_Required action_. Check each line of the records for "КАРЛА"; collect those that have it.

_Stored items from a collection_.
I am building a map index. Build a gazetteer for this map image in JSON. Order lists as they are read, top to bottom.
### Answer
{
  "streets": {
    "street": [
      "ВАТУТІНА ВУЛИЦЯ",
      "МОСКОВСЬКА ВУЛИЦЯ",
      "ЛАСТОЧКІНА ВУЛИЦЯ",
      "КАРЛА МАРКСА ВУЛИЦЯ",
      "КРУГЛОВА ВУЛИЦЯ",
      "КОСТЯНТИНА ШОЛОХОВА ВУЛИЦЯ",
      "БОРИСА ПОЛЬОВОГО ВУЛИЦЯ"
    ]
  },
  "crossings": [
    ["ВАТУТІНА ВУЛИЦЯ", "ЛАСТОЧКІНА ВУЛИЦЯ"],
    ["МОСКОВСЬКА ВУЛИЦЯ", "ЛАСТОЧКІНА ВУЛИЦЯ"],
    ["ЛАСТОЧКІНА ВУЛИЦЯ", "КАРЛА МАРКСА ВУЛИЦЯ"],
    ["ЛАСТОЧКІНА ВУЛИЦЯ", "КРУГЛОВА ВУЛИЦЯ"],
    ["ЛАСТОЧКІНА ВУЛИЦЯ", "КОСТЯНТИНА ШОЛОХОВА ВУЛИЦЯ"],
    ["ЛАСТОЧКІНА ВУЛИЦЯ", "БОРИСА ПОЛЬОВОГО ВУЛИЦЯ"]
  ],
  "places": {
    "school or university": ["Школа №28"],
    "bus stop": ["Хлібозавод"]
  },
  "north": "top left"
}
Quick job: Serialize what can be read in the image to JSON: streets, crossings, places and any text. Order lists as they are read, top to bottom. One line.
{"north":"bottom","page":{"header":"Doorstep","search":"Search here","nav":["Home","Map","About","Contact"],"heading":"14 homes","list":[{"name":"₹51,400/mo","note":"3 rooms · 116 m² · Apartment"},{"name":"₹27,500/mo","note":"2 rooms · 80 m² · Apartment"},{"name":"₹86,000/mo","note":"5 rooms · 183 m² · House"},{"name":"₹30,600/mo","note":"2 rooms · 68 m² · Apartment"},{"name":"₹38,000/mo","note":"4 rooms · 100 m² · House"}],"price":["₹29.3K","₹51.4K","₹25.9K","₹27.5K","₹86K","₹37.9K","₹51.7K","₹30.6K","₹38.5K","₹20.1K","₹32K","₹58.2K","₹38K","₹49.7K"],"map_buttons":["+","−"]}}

_Answer below_.
      "КАРЛА МАРКСА ВУЛИЦЯ",
    ["ЛАСТОЧКІНА ВУЛИЦЯ", "КАРЛА МАРКСА ВУЛИЦЯ"],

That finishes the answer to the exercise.